OK I'll shut up now. Sorry about the long and passionate post. Hopefully you'll forgive me - but I really do believe this is important. No more lives should be lost.
The Bully Project - information about the movie, bullying in general, what teenagers, parents, teachers & advocates can do about it and ways to get help.
It Gets Better - a project started by Dan Savage initially to help LGTB teenagers but can easily apply to all teenagers, and help those not being bullied see what others are experiencing....tons of videos from people from all walks of life abot what they went through and how IT GETS BETTER, lots of information and help, and ways to get involved.
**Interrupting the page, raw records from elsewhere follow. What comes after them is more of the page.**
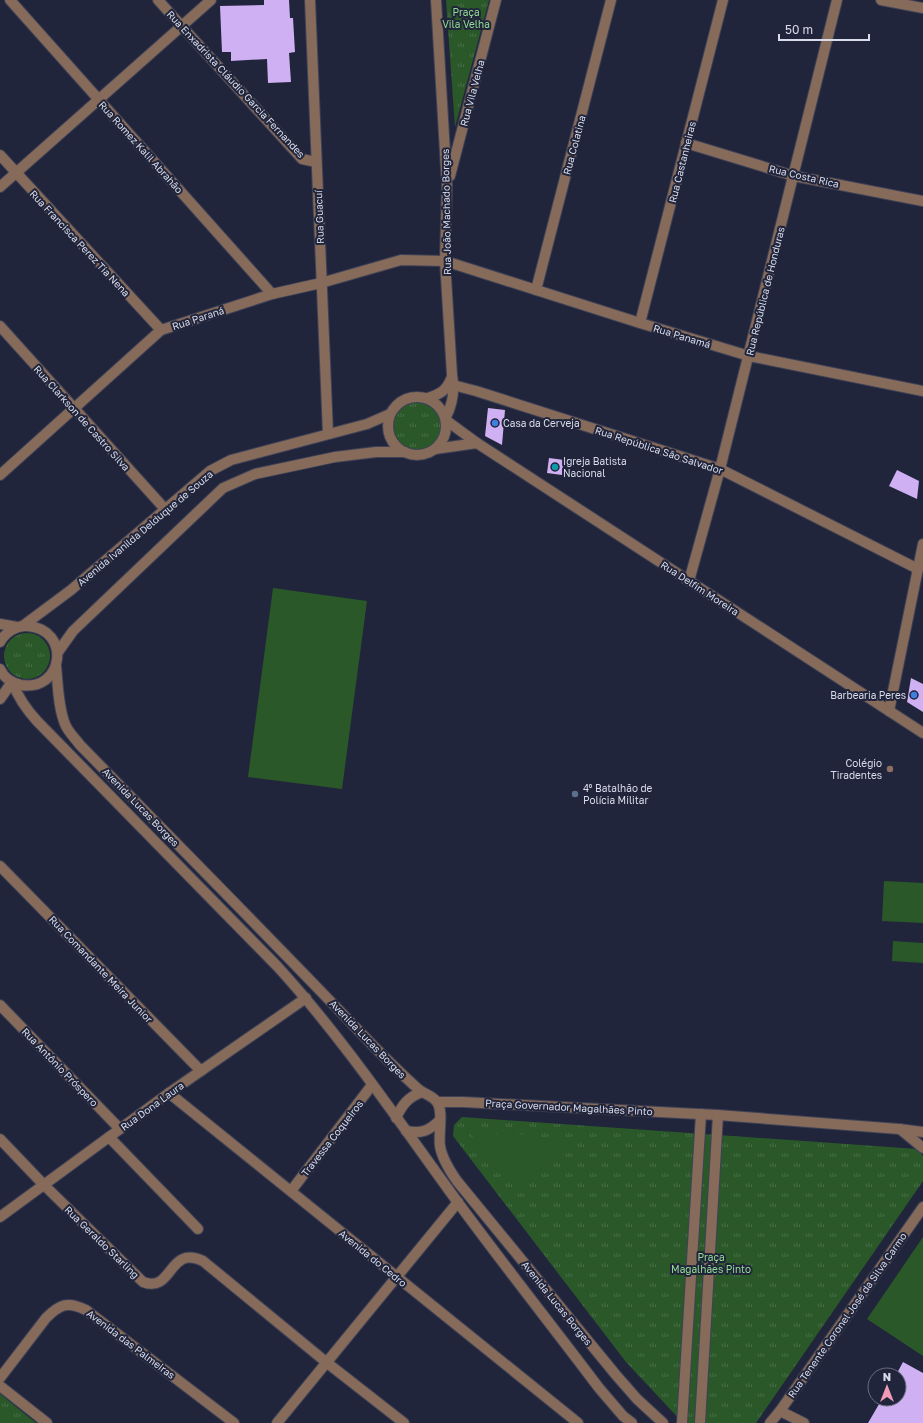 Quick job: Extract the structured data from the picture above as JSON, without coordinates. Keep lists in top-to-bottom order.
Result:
{
  "streets": {
    "street": [
      "Rua Enxadrista Cláudio Garcia Fernandes",
      "Rua Vila Velha",
      "Rua Colatina",
      "Rua Romez Kalil Abrahão",
      "Rua Castanheiras",
      "Rua Costa Rica",
      "Rua João Machado Borges",
      "Rua Guacuí",
      "Rua Francisca Perez Tia Nena",
      "Rua República de Honduras",
      "Rua Paraná",
      "Rua Panamá",
      "Rua Clarkson de Castro Silva",
      "Rua República São Salvador",
      "Avenida Ivanilda Delduque de Souza",
      "Rua Delfim Moreira",
      "Avenida Lucas Borges",
      "Rua Comandante Meira Junior",
      "Rua Antônio Próspero",
      "Rua Dona Laura",
      "Praça Governador Magalhães Pinto",
      "Travessa Coqueiros",
      "Rua Geraldo Starling",
      "Avenida do Cedro",
      "Rua Tenente Coronel José da Silva Carmo",
      "Avenida das Palmeiras"
    ]
  },
  "crossings": [
    ["Rua Enxadrista Cláudio Garcia Fernandes", "Rua Guacuí"],
    ["Rua Vila Velha", "Rua João Machado Borges"],
    ["Rua Colatina", "Rua Panamá"],
    ["Rua Romez Kalil Abrahão", "Rua Paraná"],
    ["Rua Castanheiras", "Rua Costa Rica"],
    ["Rua Castanheiras", "Rua Panamá"],
    ["Rua Costa Rica", "Rua República de Honduras"],
    ["Rua João Machado Borges", "Rua Paraná"],
    ["Rua João Machado Borges", "Rua Panamá"],
    ["Rua João Machado Borges", "Rua República São Salvador"],
    ["Rua João Machado Borges", "Avenida Ivanilda Delduque de Souza"],
    ["Rua João Machado Borges", "Rua Delfim Moreira"],
    ["Rua Guacuí", "Rua Paraná"],
    ["Rua Guacuí", "Avenida Ivanilda Delduque de Souza"],
    ["Rua Francisca Perez Tia Nena", "Rua Paraná"],
    ["Rua República de Honduras", "Rua Panamá"],
    ["Rua República de Honduras", "Rua República São Salvador"],
    ["Rua República de Honduras", "Rua Delfim Moreira"],
    ["Rua Paraná", "Rua Panamá"],
    ["Rua Paraná", "Rua Clarkson de Castro Silva"],
    ["Rua Clarkson de Castro Silva", "Avenida Ivanilda Delduque de Souza"],
    ["Avenida Ivanilda Delduque de Souza", "Rua Delfim Moreira"],
    ["Avenida Ivanilda Delduque de Souza", "Avenida Lucas Borges"],
    ["Avenida Lucas Borges", "Rua Dona Laura"],
    ["Avenida Lucas Borges", "Praça Governador Magalhães Pinto"],
    ["Avenida Lucas Borges", "Travessa Coqueiros"],
    ["Rua Comandante Meira Junior", "Rua Dona Laura"],
    ["Rua Antônio Próspero", "Rua Dona Laura"],
    ["Rua Dona Laura", "Rua Geraldo Starling"],
    ["Rua Dona Laura", "Avenida do Cedro"],
    ["Travessa Coqueiros", "Avenida do Cedro"]
  ],
  "parks": ["Praça Vila Velha", "Praça Magalhães Pinto"],
  "places": [
    "Casa da Cerveja",
    "Igreja Batista Nacional",
    "Barbearia Peres",
    "Colégio Tiradentes",
    "4° Batalhão de Polícia Militar"
  ],
  "scale_bar": "50 m",
  "north": "top"
}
Stand For The Silent - the movement started by Kirk and Laura Smalley, who you see featured in the movie after the death of their 11 year old son Ty. They are a truly amazing couple, seeing their strength despite their loss really affected me. Stand for the Silent strives to "empower youth to create cultures of kindness and stand up to bullying".
Do Something.Org - if you want to see positive action from teens, a real belief that things can change, this is the site for you - teens campaigning for change, taking action.
BullyBust - designed to help students and adults become “upstanders”—people who stand up to bullying and become part of the solution to end harmful harassment, teasing, and violence in our nation's schools. Includes a great page with 3 ways parents and guardians can help right now.
BullyingUK - a mass of resources and information about tackling bullying in the UK.